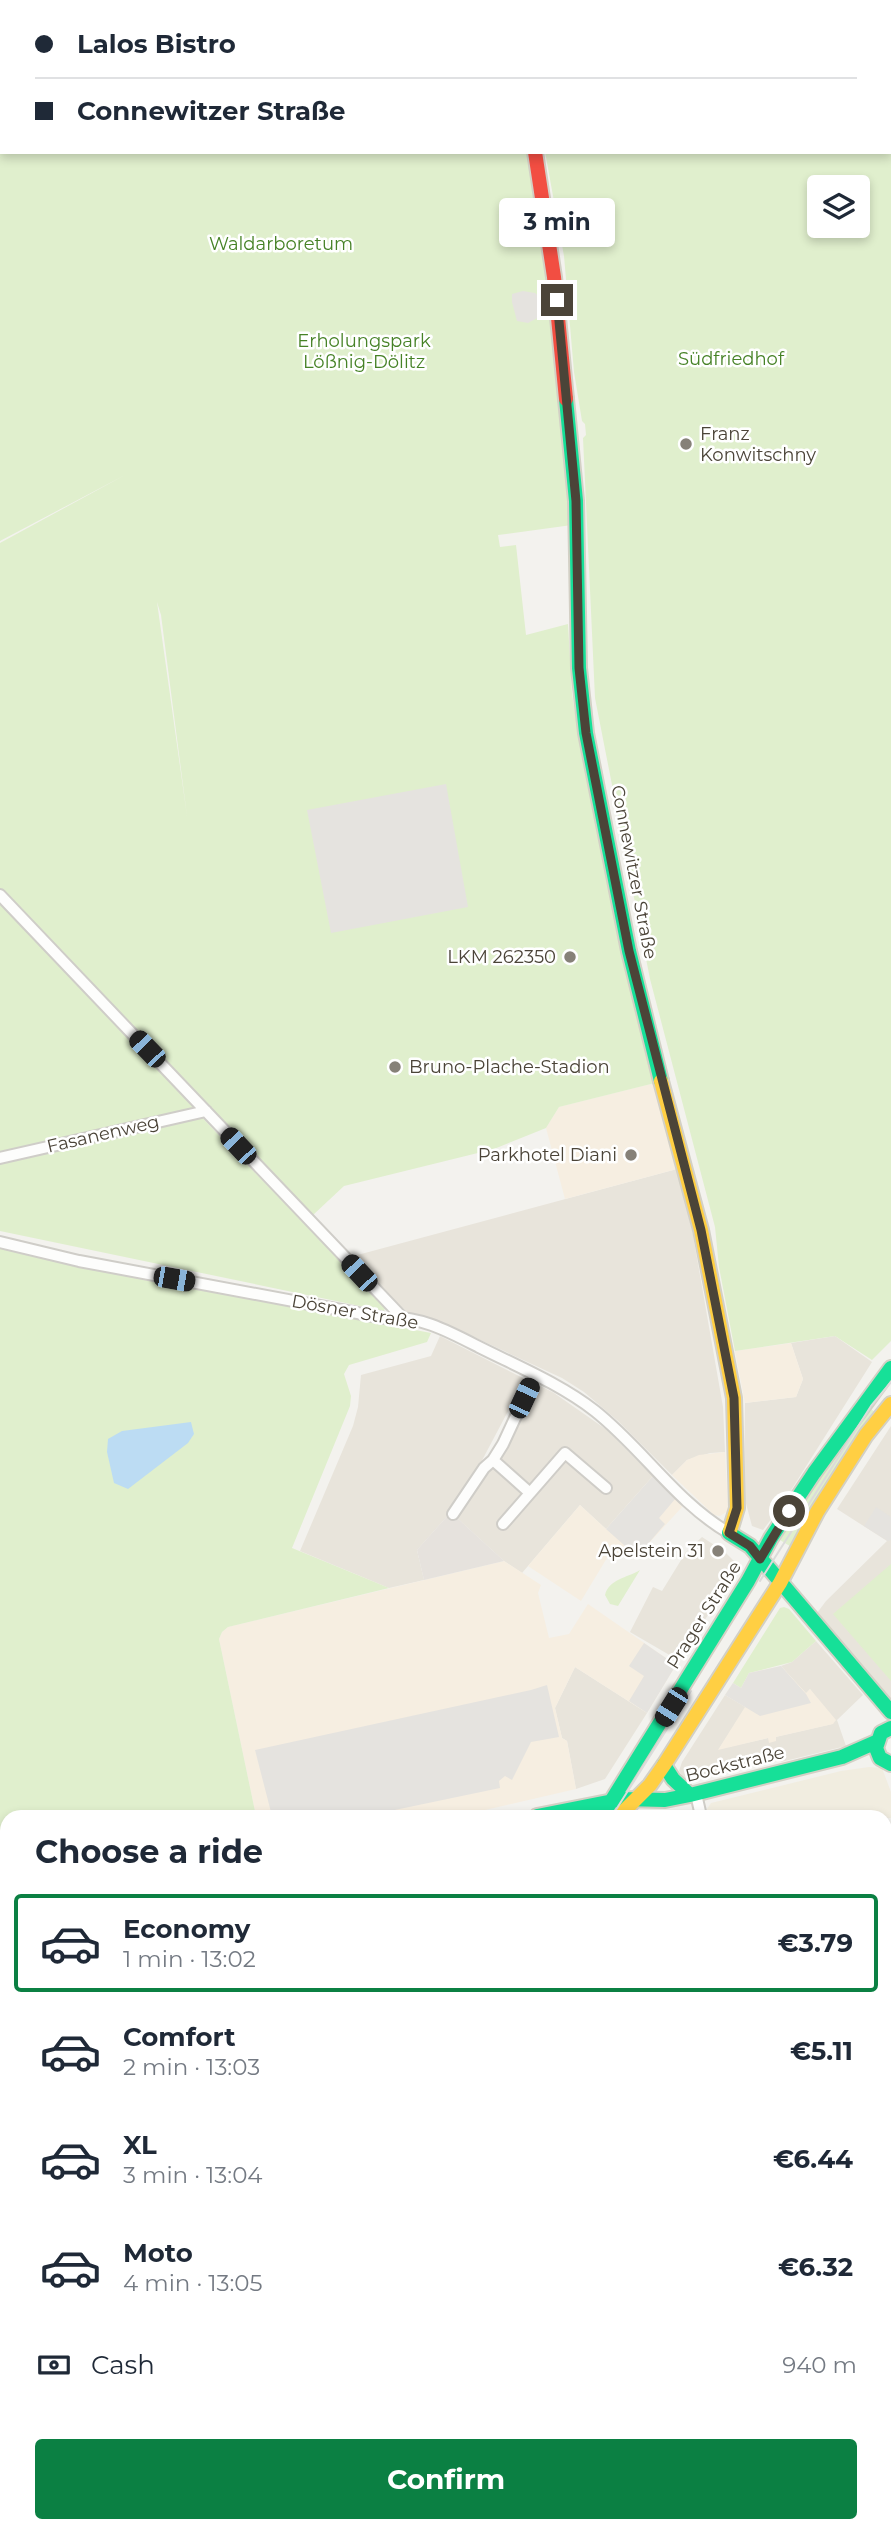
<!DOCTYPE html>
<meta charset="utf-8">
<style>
:root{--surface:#fff;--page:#f6f6f7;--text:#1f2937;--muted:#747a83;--line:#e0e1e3;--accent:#0b8043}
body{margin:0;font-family:Montserrat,sans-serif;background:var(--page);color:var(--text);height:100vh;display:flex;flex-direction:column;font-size:26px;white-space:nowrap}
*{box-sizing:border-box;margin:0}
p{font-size:23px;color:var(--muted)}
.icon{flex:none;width:38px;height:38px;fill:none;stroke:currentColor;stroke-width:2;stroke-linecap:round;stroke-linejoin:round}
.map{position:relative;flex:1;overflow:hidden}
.drawer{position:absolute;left:0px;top:1810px;width:892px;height:723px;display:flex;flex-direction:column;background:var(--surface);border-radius:21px 21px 0 0;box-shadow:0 4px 10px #0003}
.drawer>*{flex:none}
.top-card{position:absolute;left:0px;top:0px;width:892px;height:154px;box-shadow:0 4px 10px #0003;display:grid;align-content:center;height:154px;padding:0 35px;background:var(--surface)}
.controls{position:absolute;left:807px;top:175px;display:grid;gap:14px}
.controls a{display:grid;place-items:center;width:63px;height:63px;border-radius:7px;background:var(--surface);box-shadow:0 4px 10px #0003;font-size:35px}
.end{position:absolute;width:32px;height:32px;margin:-16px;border:9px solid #4b4438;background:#fff;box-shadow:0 0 0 4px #fff}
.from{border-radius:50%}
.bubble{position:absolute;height:49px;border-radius:7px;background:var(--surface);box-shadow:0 4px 10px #0003;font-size:23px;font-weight:700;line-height:49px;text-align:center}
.car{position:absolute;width:21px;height:42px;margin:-21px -10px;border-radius:9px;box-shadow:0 0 5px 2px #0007;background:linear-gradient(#222 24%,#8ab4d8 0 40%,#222 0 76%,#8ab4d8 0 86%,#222 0)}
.top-card b{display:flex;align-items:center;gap:24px;height:66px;font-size:26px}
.top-card b+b{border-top:2px solid var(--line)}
.top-card i{width:18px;height:18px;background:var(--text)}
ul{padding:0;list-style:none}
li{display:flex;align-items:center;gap:21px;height:98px;margin:0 14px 10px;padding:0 21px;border:4px solid transparent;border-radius:7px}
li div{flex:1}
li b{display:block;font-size:26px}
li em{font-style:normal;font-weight:700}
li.active{border-color:var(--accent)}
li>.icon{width:63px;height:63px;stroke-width:1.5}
h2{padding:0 35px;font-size:32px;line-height:84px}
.pay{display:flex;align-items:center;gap:18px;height:77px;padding:0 35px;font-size:26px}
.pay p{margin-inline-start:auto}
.primary-button{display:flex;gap:14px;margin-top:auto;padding:14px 35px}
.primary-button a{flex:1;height:80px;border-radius:7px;background:var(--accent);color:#fff;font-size:28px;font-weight:700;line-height:80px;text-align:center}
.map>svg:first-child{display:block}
.residential{fill:#e8e4db}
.commercial{fill:#f6eee1}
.industrial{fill:#e6e2dd}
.education{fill:#f1ede0}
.green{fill:#e0efcd;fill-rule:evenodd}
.parking{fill:#e5e3df}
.water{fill:#bcdcf3}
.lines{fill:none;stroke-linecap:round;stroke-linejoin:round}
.street-casing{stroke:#cfcdc8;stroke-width:14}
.fast-casing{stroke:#d3d0c5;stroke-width:18}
.slow-casing{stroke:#d3d0c5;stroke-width:18}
.jam-casing{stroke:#d3d0c5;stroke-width:18}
.street{stroke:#fdfdfc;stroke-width:10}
.fast{stroke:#16e098;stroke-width:14}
.slow{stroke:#ffcf43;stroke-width:14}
.jam{stroke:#f24e42;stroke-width:14}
.tram{stroke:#dbdbda;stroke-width:2}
.route{stroke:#4b4438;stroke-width:9}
.poi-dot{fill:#868178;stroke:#fff;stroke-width:2.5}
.labels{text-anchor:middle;stroke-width:5;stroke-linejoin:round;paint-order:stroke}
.park-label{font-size:18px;fill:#468226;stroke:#fff}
.poi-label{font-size:18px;fill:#4b4438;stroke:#fff;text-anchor:end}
.street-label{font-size:18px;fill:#4b4438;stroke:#fff}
</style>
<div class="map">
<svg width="891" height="2532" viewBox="0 0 891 2532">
<rect width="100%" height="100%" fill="#f3f2ee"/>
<path class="residential" d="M677 1169 693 1235 723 1407 725 1452 710 1453 687 1460 672 1475 618 1421 584 1392 562 1378 450 1326 409 1314 350 1257Z
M440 1336 525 1379 478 1468 451 1512 417 1550 424 1580 389 1588 300 1551 353 1426 358 1407 361 1375 431 1356Z
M835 1336 872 1362 781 1506 763 1530 752 1526 744 1496 745 1403 796 1397 803 1379 791 1343Z
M539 1385 554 1393 607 1430 653 1476 606 1529 580 1505 522 1573 504 1561 456 1517 489 1472Z
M891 1426V1699L817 1613 826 1601 887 1541 837 1509Z
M702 1537 725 1552 740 1567 678 1660 630 1632 653 1587 662 1591 686 1552Z
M816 1641 863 1695 837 1720 846 1746 781 1762 773 1760 712 1775 703 1779 686 1781 679 1771 682 1762 725 1695 746 1707 719 1749 768 1738 776 1741 775 1737 832 1724 810 1689 806 1694 781 1666 792 1662Z
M575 1667 647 1713 605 1779 576 1789 567 1741 562 1738 555 1708Z
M891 1862V1901L886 1902V1863Z
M7 1930V2525H34L29 2532H0V1931Z
M891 2106V2532L886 2508V2107Z
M345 2525H396L401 2532H350Z
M407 2525H450L440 2532H412Z
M476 2525H557L547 2532H466Z
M758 2525H841L839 2532H763Z"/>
<path class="commercial" d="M655 1083 677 1169 565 1199 546 1128 559 1107Z
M791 1343 803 1379 796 1397 745 1403 735 1351Z
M725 1452 728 1511 720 1516 714 1515 672 1475 687 1460 699 1455Z
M653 1476 676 1498 682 1507 641 1552 607 1558 581 1601 528 1566 580 1505 606 1529Z
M504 1561 541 1585 538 1593 549 1638 569 1634 588 1604 676 1665 647 1713 575 1667 555 1708 562 1738 567 1741 576 1789 459 1816H256L219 1639 222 1632 228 1627Z
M781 1666 806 1693 810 1689 836 1720 833 1724 776 1737V1741L769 1743 768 1738 718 1750 745 1707 725 1695 733 1683 741 1688 749 1673Z
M186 2525H312L317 2532H190Z"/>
<path class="industrial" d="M451 1512 456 1517 504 1561 424 1580 417 1550Z"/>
<path class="education" d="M869 1767 882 1768 891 1792V1818L709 1816 707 1809 711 1803 841 1771Z
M891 1906V2101L886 2102V1908Z
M103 2525H162L165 2530 97 2532Z
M657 2525H723L724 2529 708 2532H658Z"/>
<path class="green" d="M0 0H506L507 2H2V152H533L550 248 572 525 498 535 500 547 516 545 526 635 568 624 572 693 580 746 618 930 655 1083 559 1107 546 1128 494 1149 344 1186 313 1215 200 1099 192 1107 385 1308 384 1311 0 1231V543L125 475 0 541ZM157 602 161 615 187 816Z
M517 0H891V1341L872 1360 835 1336 735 1351 719 1267 715 1227 650 979 595 698 583 438 586 435 585 424 582 421 574 372 564 256 545 152H891V2ZM858 187V226H819V187Z
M0 1248 64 1263 431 1333 427 1342 349 1365 344 1374 351 1396 350 1406 292 1548 389 1588 228 1627 222 1632 219 1639 256 1816H7V1919L0 1921Z
M867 1406 876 1413 793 1548 780 1540Z
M891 1564V1681L833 1614Z
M640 1570 618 1606 610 1604 605 1595C609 1579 627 1578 640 1570Z
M784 1607 789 1609 816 1641 792 1662 749 1673 741 1688 733 1683 780 1608Z
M886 2508 891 2532H854L860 2525H886Z
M576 2525H585L587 2532 616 2525H648L620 2532H578Z
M723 2525H758L763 2532H709L723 2529Z"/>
<path class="parking" d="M523 291 535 293 540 297 541 316 528 323 517 321 512 302V294Z
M446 784 468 907 331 933 307 810Z
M653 1476 676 1498 659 1518 665 1524 647 1545 633 1553 606 1529Z
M876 1507 891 1517V1540L888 1541 864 1526Z
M644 1643 676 1665 647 1713 629 1701 644 1676 629 1666Z
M781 1666 806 1694 811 1703 760 1716 725 1695 733 1683 741 1688 749 1673Z
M547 1685 559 1737 531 1742 512 1780 505 1776 499 1781 500 1788 366 1816H272L255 1750 531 1690Z
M886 2024 891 2051V2075L886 2076Z"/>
<path class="water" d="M191 1422 194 1434 188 1443 128 1489 114 1483 107 1452 108 1439 122 1431Z"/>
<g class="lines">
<defs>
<path id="street" d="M0 895 401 1316
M0 1158 206 1111
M0 1242 79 1261 384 1318C417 1314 450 1332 479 1347 519 1367 560 1384 595 1411 643 1449 676 1502 729 1533
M493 1460 530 1493
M453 1514 484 1468 493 1460 503 1444 535 1375
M503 1524 565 1453 606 1488
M696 1794 701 1816
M886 1908 891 1906
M0 1992 7 2025
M886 2102 891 2101
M0 2159 7 2157
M886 2258 891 2257
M0 2337 7 2343
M886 2363 891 2362
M886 2447 891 2453
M886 2475 891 2469
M329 2525 334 2532
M401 2525 406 2532
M564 2525 565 2532
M0 2529 4 2532
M452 2532 462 2525"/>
<path id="fast" d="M506 0 507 2
M566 399 576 501 579 668 586 733 629 951 661 1081
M730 1531 729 1533 750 1546 891 1712
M891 1728 881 1733 876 1748 880 1758 891 1764
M664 1765 673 1779 690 1795
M537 1816 623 1799 665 1800 690 1795 842 1757 876 1742
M602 1816 748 1581 771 1538 814 1473 891 1368
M0 1929 7 1927
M49 2532 54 2525"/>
<path id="slow" d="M661 1081 701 1230 734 1398 737 1508 730 1531
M619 1816 650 1785 664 1765 780 1583 817 1512 866 1435 891 1404"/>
<path id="jam" d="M535 152 554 277 566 399"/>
</defs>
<use href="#street" class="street-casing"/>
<use href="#fast" class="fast-casing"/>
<use href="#slow" class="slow-casing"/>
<use href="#jam" class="jam-casing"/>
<use href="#street" class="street"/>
<use href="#fast" class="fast"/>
<use href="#slow" class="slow"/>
<use href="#jam" class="jam"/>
<path class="tram" d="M760 1581 871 1406 891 1382
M612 1816 691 1691
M61 2532 67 2525"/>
</g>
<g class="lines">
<path class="route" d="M557 300 576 501 579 668 586 733 629 951 701 1230 734 1398 737 1508 729 1533 750 1546 760 1559 789 1511"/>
</g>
<g class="poi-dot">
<circle cx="686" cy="444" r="7"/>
<circle cx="570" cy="957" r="7"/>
<circle cx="395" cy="1067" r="7"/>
<circle cx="631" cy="1155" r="7"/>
<circle cx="718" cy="1551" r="7"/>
</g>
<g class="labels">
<g class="park-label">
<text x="281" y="250">Waldarboretum</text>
<text x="364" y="347">Erholungspark<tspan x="364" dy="21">Lößnig-Dölitz</tspan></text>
<text x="731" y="365">Südfriedhof</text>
</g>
<g class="poi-label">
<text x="700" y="440" text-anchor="start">Franz<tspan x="700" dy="21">Konwitschny</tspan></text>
<text x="556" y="963">LKM 262350</text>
<text x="409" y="1073" text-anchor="start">Bruno-Plache-Stadion</text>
<text x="617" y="1161">Parkhotel Diani</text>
<text x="704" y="1557">Apelstein 31</text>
</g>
<g class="street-label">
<text transform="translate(634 872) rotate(79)" y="6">Connewitzer Straße</text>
<text transform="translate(103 1134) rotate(-13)" y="6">Fasanenweg</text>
<text transform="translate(355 1312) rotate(10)" y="6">Dösner Straße</text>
<text transform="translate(704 1615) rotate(-58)" y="6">Prager Straße</text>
<text transform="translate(735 1764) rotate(-14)" y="6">Bockstraße</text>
</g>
</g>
</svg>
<div class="controls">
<a><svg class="icon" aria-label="layers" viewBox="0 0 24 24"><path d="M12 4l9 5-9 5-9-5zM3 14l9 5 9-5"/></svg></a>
</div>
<i class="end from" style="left:789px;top:1511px"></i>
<i class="end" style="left:557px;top:300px"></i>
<div class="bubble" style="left:499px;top:198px;width:116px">3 min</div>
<i class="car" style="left:147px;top:1049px;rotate:316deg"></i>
<i class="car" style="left:238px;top:1146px;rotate:317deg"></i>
<i class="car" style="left:359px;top:1273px;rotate:317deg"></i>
<i class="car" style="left:174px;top:1279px;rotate:100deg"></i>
<i class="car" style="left:524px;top:1398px;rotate:25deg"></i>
<i class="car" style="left:671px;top:1707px;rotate:212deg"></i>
<div class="top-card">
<b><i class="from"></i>Lalos Bistro</b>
<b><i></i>Connewitzer Straße</b>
</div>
<section class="drawer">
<h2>Choose a ride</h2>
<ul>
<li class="active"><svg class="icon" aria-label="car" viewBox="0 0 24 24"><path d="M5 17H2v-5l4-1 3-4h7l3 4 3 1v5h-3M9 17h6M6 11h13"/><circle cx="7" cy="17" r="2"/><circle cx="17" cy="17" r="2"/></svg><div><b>Economy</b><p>1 min · 13:02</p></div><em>€3.79</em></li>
<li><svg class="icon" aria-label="car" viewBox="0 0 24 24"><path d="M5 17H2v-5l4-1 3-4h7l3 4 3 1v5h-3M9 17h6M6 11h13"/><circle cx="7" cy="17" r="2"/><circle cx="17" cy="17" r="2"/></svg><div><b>Comfort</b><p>2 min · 13:03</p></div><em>€5.11</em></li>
<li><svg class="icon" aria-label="car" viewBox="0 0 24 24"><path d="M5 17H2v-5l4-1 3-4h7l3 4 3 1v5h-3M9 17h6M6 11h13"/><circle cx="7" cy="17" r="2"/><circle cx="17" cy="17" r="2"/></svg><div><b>XL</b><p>3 min · 13:04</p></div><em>€6.44</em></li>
<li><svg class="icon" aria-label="car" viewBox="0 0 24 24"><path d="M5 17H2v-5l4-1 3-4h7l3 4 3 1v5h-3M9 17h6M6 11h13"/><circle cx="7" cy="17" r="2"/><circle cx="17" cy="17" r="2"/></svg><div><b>Moto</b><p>4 min · 13:05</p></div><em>€6.32</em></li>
</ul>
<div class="pay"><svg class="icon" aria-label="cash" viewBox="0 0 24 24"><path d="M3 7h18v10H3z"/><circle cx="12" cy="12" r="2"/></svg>Cash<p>940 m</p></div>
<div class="primary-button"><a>Confirm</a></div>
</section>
</div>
◆ ◆ ◆
→ **TASK ITEM**:
Copy each line of the records that contains the word "none".

→ **SOLUTION TO THIS EXERCISE**:
.icon{flex:none;width:38px;height:38px;fill:none;stroke:currentColor;stroke-width:2;stroke-linecap:round;stroke-linejoin:round}
.drawer>*{flex:none}
ul{padding:0;list-style:none}
.lines{fill:none;stroke-linecap:round;stroke-linejoin:round}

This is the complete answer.